Copyright © L'Archipel, 2004.

À mon grand-père Fernand,
enterré vivant à Samogneux.

— Montre-moi tes mains, avait demandé la vieille Zélina.

Ida s'était exécutée.

— Eh bien, ce sera un petit mâle, tu peux en être sûre ! Tu me les aurais présentées paumes en l'air, je t'aurais annoncé une pisseuse...

Sur le moment, Ida n'avait pas accordé foi à la prédiction de la ravaudeuse. Elle en avait même ri avec Fernand, ce soir-là.

Cependant, à partir du cinquième mois, elle fut de plus en plus convaincue que la Zélina avait vu juste. Sûr que c'était un garçon ! Une fille ne faisait pas autant gonfler le ventre et ne gigotait pas de la sorte.

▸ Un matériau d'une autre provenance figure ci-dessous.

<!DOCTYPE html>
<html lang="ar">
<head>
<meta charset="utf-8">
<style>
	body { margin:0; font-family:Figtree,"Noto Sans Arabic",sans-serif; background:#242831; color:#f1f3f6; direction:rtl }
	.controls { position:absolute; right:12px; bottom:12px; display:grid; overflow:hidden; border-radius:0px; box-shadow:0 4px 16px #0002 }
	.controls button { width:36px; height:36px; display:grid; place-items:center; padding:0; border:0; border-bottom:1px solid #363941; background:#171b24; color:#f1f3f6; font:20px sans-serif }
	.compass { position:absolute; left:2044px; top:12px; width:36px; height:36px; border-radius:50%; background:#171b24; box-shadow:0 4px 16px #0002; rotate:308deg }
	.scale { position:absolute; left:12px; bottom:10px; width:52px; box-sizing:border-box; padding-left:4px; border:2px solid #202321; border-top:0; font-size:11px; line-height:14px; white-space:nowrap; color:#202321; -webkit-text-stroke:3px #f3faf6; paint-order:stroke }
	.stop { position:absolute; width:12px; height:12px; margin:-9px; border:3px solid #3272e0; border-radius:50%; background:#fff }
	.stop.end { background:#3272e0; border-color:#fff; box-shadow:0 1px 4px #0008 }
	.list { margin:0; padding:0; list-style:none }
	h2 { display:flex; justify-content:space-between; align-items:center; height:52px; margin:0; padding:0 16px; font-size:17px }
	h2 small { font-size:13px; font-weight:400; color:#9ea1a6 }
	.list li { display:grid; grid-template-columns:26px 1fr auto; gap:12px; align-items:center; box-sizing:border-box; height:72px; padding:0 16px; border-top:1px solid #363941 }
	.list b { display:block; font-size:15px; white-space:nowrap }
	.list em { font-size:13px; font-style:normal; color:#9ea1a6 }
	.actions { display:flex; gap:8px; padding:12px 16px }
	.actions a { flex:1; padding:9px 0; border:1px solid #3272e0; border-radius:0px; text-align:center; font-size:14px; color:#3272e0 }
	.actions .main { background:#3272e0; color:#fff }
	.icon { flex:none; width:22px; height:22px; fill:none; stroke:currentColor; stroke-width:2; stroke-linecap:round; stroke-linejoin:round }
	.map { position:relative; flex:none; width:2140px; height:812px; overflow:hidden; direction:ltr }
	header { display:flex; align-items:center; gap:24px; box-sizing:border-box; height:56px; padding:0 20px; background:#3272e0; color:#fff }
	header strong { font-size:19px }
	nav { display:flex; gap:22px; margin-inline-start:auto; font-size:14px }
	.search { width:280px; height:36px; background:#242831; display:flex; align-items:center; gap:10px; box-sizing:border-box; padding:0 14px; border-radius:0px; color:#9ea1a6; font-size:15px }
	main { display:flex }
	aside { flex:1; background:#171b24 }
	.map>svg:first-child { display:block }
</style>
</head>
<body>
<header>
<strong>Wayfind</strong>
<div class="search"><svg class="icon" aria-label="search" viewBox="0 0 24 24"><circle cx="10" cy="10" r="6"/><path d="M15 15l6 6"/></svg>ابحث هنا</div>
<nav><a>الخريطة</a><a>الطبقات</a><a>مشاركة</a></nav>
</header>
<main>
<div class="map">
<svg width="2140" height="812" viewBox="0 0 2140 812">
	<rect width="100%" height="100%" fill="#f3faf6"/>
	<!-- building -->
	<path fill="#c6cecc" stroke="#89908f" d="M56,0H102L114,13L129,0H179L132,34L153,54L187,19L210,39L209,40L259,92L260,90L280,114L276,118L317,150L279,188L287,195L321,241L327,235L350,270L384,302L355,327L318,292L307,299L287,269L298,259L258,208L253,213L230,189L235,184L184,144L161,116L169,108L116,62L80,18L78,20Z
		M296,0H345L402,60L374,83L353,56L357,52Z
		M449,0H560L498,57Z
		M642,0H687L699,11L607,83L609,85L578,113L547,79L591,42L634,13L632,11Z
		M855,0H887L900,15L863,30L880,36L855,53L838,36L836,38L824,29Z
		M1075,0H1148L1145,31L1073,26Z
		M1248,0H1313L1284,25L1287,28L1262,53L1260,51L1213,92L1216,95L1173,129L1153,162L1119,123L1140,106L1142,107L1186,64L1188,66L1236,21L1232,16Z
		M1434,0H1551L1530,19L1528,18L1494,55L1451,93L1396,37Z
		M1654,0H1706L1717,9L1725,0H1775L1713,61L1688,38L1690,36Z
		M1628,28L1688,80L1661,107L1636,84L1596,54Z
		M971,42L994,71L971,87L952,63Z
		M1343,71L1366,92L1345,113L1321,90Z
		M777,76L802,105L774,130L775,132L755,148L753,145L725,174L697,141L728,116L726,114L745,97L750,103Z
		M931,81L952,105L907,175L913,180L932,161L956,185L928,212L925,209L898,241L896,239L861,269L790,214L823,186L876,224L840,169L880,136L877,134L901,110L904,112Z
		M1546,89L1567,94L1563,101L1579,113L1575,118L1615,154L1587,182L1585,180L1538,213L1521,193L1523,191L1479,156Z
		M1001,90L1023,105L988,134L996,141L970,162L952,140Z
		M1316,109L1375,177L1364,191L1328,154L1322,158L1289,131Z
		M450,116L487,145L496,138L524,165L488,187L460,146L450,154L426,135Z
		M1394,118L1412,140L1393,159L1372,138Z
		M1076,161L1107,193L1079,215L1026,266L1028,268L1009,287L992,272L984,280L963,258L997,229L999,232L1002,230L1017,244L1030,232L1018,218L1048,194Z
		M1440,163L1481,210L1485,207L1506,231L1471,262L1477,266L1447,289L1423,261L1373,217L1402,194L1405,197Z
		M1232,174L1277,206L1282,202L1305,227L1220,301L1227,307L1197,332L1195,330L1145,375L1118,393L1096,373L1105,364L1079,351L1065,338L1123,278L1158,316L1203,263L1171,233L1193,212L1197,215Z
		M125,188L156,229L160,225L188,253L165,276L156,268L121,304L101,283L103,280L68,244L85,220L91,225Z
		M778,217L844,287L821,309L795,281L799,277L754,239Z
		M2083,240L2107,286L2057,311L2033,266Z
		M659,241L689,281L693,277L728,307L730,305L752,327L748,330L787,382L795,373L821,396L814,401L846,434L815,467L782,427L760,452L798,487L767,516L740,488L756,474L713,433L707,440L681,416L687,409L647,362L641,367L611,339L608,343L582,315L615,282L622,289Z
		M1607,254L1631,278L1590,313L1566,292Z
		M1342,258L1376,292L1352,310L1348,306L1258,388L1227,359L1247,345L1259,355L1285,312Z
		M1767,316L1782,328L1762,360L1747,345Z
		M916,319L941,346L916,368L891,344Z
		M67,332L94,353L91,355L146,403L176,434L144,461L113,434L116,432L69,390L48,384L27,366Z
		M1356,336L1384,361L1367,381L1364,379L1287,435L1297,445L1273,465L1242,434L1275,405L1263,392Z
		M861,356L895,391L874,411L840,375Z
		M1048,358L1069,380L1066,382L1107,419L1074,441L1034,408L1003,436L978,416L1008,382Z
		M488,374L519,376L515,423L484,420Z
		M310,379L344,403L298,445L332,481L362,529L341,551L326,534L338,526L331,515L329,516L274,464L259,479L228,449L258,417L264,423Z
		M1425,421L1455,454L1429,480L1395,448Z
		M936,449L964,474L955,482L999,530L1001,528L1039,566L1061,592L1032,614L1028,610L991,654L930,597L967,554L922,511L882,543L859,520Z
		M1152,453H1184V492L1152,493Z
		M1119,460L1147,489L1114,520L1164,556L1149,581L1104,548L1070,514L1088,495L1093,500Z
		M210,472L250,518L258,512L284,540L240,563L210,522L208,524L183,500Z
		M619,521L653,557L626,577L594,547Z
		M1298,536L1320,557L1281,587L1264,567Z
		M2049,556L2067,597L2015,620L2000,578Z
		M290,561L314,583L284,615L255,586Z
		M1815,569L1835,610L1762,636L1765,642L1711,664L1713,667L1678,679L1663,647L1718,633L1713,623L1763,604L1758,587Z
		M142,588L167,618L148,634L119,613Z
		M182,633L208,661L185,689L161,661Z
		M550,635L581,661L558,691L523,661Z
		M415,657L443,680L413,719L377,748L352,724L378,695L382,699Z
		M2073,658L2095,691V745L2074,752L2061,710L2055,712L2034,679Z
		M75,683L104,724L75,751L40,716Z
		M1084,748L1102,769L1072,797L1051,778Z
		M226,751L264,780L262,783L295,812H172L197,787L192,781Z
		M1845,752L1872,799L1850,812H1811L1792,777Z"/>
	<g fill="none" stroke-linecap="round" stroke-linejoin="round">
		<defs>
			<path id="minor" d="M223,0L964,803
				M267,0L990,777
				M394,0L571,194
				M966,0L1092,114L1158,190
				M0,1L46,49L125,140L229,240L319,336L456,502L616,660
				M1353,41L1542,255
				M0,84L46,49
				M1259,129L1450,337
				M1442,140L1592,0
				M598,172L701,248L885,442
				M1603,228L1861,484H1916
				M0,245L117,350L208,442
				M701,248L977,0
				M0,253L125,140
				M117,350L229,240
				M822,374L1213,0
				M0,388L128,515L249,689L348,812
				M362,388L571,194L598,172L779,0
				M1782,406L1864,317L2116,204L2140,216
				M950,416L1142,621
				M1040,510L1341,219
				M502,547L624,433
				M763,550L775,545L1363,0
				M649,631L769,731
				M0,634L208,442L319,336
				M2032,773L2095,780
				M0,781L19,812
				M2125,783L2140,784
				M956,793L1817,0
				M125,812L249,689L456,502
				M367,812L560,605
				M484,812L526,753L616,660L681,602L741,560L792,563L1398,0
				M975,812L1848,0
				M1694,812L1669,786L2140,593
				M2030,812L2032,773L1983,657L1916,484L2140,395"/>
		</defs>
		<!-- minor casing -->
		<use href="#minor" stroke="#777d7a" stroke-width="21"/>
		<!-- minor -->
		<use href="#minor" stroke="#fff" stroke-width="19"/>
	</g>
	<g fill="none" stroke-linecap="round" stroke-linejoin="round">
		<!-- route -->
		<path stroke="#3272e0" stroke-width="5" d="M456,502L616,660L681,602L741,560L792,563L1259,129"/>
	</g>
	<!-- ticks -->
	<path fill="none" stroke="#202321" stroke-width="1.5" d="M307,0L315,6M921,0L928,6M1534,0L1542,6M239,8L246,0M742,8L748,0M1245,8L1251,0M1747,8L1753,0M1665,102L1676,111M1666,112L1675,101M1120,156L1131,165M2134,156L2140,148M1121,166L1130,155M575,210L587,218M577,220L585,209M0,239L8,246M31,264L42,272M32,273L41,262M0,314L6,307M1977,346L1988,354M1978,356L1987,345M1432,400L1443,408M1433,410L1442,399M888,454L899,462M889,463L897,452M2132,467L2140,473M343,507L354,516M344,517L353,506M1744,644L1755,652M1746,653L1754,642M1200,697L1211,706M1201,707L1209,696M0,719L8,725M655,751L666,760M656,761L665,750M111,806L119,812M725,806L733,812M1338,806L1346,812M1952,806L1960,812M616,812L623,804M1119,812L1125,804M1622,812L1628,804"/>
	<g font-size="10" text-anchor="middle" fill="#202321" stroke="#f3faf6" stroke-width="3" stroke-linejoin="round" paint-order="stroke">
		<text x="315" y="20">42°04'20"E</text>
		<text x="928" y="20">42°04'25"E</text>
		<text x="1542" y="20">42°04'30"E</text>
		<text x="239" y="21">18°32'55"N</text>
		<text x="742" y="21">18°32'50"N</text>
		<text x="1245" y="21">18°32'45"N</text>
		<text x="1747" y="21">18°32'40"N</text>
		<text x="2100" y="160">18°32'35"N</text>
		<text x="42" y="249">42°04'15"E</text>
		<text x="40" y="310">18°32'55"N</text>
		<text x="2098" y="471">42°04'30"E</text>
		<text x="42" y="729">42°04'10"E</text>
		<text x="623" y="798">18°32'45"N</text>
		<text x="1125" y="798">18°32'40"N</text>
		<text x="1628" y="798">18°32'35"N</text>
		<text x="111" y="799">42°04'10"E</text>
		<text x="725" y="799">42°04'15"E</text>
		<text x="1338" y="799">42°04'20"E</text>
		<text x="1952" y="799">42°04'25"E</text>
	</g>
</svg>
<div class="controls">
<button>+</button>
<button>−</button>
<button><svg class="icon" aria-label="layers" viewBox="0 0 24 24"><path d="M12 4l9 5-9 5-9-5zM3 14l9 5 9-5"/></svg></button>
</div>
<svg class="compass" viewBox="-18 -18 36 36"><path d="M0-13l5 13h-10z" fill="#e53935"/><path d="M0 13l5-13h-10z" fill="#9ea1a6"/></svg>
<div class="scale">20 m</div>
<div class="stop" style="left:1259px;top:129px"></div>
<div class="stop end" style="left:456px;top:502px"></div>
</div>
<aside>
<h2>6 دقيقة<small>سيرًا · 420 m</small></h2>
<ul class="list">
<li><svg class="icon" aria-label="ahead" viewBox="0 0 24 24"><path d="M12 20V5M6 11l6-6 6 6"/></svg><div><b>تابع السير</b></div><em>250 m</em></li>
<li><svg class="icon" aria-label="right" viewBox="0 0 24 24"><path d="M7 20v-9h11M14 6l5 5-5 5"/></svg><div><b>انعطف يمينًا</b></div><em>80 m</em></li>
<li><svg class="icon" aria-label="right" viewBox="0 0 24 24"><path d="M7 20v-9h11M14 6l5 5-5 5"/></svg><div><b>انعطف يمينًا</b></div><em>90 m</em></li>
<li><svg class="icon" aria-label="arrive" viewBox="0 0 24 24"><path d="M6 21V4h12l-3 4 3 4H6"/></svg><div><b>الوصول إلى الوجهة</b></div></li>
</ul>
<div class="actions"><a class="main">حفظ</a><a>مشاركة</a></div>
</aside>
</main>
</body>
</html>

Ida se souvenait de sa première grossesse, quatre ans auparavant. Elle n'avait vraiment été visible que dans les dernières semaines. La petite Jeanne ne pesait pas bien lourd à sa naissance : cinq livres tout au plus, se souvenait sa mère. Ce qui ne l'avait pas empêchée de pousser à peu près normalement. Si, au début, on pouvait voir le bleu des veines marbrer son teint pâle, ses joues se colorèrent assez rapidement d'un rouge qui tranchait sur le blond des cheveux. La prise quotidienne d'un peu de vin rouge largement coupé de Quintonine n'y était sûrement pas étrangère. Depuis que ce puissant reconstituant arrivait régulièrement à la ferme, on avait abandonné l'huile de foie de morue à la grande joie de Jeanne qui avait pris ce fortifiant en horreur. Germaine Chanoir, chaque mois, livrait deux flacons de ce produit énergétique. On aimait la voir arriver aux Quatre-Chemins, poussant devant elle, pour aider les deux chiens attelés, une grande caisse s'ouvrant sur le dessus, montée sur trois roues de bois cerclées de fer. Sur les flancs de la carriole, en lettres fantaisie, on pouvait lire l'emphatique inscription : « ÉTABLISSEMENTS AU PLANTEUR DE CAÏFFA1. » Pendant que les chiens prenaient quelque repos, la femme Chanoir proposait des articles d'épicerie, tels que du café, du savon, du sucre et des épices, mais aussi des remèdes recommandés, assurait-elle, par la faculté. Outre la Quintonine, qui avait les faveurs des François, le vin de peptone Chapoteaut ou le sirop de raifort iodé de Grimault & Cie pouvaient aider jeunes ou vieux à se refaire une santé. Après avoir informé ses clients des dernières nouvelles du pays, qui se résumaient souvent à des décès, des maladies ou des naissances, elle se remettait en route, non sans avoir vérifié la monnaie qu'on lui tendait et qu'elle enfouissait dans une sacoche de cuir portée en bandoulière. Singulier personnage que la Germaine Chanoir. Elle avait dû se mettre tardivement au colportage, après la mort accidentelle du Guillaume, son mari. Il avait sûrement forcé, ce jour-là, sur la piquette des côtes de Halles. Grimpé sur la carriole, il cuvait son vin. Dans la descente de Laneuville, l'équipage avait pris de la vitesse. Les chiens, apeurés par le triporteur qui leur battait les pattes de derrière, s'étaient emballés. Suite à un brusque écart, le colporteur avait lourdement chuté sur la chaussée...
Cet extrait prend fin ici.